Alvin Roy led the way down the hall. Sithandra was behind him, flying at a low hover, and I was covering our six o'clock. The space vessel's corridors were long—about as long as Terran city blocks. After trekking through three of them, we turned another corner and found a row of escape pods waiting along the wall to our right. Several were missing, but I knew we could account for at least two being taken by the crime lord and the mad scientist.

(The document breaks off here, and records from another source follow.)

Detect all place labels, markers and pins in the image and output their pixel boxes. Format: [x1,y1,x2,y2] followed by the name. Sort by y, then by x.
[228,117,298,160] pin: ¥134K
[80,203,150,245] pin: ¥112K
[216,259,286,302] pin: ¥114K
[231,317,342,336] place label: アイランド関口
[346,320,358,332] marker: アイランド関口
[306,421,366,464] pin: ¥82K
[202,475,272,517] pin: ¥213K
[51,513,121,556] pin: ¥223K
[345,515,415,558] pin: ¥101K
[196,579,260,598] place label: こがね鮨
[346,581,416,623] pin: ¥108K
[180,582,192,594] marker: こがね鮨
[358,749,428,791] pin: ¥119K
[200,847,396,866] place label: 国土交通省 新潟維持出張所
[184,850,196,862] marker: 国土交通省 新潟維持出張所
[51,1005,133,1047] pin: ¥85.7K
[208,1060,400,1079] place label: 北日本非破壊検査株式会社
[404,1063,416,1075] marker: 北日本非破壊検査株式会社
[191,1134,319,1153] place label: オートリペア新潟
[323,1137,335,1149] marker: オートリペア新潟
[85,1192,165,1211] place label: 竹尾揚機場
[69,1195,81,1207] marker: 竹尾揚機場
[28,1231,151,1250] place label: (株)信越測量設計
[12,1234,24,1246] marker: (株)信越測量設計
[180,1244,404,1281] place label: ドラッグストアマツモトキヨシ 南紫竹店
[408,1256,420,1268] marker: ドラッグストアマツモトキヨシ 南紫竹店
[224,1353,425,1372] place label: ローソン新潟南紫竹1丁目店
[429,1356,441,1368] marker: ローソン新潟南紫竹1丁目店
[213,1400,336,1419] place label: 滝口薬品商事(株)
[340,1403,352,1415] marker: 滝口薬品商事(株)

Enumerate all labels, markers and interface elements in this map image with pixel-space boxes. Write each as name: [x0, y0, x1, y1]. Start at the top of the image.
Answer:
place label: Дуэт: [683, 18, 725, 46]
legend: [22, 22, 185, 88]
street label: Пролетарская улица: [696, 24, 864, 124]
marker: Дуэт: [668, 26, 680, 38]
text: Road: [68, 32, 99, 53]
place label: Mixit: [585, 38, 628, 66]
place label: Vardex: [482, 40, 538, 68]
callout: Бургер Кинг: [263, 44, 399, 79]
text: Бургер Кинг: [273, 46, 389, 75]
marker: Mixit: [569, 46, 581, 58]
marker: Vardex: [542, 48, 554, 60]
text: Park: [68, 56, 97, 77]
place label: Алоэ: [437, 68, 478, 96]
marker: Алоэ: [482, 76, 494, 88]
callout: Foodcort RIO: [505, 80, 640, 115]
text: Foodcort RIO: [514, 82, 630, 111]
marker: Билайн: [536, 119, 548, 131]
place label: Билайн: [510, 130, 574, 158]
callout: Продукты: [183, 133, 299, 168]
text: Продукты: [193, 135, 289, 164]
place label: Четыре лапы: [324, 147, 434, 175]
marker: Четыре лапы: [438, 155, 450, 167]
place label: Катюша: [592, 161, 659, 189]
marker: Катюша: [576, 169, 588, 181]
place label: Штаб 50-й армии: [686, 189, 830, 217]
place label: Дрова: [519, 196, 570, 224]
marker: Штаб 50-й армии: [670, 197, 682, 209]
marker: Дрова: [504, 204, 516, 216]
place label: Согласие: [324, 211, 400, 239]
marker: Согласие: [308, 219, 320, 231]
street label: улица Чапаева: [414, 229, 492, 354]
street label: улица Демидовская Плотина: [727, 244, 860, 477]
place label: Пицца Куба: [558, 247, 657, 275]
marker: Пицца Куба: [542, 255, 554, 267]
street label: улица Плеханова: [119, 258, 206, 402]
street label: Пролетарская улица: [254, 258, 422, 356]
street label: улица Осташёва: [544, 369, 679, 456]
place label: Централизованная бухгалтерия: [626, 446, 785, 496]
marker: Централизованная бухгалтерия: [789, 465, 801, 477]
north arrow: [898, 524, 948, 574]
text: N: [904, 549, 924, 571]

We all piled into the nearest pod and sealed the door behind us. Norman typed something into a control panel on the wall of the pod's interior and a moment later, whatever mechanism was holding us to the ship released and we dropped into space. He typed in another command and both propulsion jets attached to the civilian escape pod boosted us forward, putting some distance between us and the space vessel. And closing the distance between us and the fleeing HVTs. Audio kicked in when the timer reached T minus ten seconds.
An automated female voice counted down aloud, "Ten...Nine...Eight..."
We were making distance but we were still in the blast radius. We weren't gonna make it in time. The moment of truth came just seconds later.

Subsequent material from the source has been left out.